--- START ---

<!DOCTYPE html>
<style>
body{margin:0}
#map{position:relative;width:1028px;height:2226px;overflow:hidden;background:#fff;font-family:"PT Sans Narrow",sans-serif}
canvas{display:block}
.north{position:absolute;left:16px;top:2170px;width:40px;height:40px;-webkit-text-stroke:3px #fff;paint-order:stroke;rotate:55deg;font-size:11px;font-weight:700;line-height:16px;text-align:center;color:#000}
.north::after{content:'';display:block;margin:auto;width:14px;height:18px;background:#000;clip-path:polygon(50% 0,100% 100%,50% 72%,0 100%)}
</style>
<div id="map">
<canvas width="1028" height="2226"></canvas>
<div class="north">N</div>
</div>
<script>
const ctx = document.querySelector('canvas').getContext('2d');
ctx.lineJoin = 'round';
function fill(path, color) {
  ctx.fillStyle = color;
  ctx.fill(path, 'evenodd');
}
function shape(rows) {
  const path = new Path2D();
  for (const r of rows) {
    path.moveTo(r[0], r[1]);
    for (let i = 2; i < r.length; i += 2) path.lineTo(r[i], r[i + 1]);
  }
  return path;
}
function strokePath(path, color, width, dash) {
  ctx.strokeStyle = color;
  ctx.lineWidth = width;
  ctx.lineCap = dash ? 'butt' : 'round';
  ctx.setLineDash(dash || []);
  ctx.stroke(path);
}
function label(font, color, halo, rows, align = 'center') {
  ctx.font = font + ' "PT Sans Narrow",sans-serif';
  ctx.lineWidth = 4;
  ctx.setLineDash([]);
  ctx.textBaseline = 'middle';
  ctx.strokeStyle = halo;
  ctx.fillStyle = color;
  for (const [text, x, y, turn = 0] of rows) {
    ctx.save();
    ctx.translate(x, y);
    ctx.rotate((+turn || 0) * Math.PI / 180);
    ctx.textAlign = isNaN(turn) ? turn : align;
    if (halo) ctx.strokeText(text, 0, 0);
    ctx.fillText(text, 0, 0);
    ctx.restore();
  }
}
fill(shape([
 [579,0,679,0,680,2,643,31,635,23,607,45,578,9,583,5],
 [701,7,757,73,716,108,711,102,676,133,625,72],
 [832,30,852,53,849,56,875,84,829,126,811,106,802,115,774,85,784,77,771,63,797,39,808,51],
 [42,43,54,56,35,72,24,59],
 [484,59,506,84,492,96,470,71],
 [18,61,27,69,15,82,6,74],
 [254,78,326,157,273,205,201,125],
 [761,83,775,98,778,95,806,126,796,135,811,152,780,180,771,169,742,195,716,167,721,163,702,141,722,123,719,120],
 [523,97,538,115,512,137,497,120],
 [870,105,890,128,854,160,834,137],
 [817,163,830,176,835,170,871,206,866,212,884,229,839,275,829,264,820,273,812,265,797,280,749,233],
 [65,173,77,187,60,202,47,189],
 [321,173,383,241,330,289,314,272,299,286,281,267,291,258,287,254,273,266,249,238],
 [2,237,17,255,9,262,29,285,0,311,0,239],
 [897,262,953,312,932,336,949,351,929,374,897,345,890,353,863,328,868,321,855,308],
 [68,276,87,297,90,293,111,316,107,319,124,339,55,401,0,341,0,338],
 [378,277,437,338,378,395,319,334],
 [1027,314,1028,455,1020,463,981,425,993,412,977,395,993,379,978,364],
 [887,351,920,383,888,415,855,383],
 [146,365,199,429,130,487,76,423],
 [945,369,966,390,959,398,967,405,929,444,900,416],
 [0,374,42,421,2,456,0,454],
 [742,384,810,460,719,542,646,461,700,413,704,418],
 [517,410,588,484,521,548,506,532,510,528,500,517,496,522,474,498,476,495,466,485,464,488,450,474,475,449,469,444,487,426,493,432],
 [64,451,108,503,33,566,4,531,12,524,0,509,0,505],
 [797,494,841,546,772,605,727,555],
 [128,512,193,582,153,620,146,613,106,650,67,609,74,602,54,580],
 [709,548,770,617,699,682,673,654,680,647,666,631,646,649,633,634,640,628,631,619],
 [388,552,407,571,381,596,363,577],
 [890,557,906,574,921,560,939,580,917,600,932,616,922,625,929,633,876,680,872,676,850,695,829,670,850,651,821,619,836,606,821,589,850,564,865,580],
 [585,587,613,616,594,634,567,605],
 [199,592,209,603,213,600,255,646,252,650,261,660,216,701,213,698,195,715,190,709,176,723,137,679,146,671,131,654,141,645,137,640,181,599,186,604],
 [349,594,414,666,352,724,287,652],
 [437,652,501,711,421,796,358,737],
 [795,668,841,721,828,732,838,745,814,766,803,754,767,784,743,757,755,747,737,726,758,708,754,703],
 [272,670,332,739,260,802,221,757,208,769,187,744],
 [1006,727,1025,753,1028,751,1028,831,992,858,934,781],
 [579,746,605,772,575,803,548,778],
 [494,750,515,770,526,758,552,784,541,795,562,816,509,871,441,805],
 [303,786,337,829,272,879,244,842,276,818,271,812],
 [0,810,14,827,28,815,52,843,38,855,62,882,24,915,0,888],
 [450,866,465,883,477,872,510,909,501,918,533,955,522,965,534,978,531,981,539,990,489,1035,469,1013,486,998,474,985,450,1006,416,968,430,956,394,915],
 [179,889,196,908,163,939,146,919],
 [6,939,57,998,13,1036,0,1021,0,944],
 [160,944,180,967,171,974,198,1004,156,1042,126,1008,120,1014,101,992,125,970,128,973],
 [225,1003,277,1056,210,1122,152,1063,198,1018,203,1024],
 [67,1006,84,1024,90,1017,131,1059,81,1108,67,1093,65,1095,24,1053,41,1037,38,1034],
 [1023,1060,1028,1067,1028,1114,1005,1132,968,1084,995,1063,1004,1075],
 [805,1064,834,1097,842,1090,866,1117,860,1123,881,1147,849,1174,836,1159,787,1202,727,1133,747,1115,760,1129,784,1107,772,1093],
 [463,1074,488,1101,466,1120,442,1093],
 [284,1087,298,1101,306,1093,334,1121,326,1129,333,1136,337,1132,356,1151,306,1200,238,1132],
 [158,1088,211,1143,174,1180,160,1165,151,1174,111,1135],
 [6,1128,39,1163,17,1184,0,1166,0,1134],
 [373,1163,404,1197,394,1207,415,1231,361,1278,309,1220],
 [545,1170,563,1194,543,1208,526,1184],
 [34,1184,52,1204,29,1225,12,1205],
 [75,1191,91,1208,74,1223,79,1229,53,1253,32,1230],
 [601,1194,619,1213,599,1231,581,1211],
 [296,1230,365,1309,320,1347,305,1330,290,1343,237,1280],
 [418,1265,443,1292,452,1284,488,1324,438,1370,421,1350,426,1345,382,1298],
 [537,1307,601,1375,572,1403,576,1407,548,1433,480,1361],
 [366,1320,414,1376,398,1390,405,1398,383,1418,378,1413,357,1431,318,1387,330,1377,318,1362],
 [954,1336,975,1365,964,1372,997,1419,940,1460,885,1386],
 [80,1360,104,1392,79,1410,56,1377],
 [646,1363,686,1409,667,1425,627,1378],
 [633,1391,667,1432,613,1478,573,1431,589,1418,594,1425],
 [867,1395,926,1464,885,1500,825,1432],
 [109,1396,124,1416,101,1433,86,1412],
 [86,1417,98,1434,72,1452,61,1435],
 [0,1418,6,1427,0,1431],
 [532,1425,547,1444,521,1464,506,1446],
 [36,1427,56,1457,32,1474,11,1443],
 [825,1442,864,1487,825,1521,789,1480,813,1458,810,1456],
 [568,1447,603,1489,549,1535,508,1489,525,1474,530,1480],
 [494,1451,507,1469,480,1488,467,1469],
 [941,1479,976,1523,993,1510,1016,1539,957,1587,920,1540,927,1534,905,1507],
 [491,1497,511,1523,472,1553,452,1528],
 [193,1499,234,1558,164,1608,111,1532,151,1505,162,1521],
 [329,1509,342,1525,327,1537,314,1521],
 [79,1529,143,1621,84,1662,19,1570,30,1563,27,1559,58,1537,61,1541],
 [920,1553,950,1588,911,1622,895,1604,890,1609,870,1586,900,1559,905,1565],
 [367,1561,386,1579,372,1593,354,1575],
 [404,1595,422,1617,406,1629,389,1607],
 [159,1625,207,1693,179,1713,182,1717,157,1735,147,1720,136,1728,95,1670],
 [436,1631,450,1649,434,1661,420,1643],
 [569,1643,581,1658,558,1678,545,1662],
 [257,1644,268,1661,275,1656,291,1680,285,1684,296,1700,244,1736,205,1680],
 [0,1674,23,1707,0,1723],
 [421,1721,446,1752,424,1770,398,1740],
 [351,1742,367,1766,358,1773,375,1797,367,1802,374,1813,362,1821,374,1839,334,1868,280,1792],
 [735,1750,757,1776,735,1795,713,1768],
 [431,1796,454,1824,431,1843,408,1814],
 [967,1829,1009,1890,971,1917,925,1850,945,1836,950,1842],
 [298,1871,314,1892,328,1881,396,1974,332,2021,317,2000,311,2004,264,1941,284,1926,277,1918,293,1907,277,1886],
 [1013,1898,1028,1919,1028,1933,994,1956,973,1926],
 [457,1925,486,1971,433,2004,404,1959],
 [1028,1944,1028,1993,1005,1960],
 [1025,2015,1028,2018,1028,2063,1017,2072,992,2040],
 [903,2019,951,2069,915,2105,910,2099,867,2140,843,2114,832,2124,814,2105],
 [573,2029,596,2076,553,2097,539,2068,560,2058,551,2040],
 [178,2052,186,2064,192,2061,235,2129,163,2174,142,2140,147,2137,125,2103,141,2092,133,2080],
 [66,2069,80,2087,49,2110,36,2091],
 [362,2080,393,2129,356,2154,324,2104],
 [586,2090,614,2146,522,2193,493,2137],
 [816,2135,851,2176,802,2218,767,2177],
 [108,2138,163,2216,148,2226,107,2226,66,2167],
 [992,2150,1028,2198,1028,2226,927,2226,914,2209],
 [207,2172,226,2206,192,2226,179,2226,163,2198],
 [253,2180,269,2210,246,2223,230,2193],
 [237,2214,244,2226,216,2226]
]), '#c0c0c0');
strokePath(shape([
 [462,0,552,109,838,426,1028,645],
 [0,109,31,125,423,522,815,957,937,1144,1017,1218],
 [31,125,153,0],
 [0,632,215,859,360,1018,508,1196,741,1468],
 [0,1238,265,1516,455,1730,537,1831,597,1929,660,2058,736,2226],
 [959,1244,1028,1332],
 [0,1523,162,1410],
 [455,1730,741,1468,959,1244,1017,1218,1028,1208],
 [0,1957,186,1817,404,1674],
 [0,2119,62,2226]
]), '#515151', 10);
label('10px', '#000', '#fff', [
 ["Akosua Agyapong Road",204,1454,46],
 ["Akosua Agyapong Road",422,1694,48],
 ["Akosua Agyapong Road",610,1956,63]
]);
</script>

--- END ---

**EXERCISE INSTRUCTIONS**
Going through the listing above, copy out every line that has the string "setLineDash".

**ANSWER TO THIS TASK**
  ctx.setLineDash(dash || []);
  ctx.setLineDash([]);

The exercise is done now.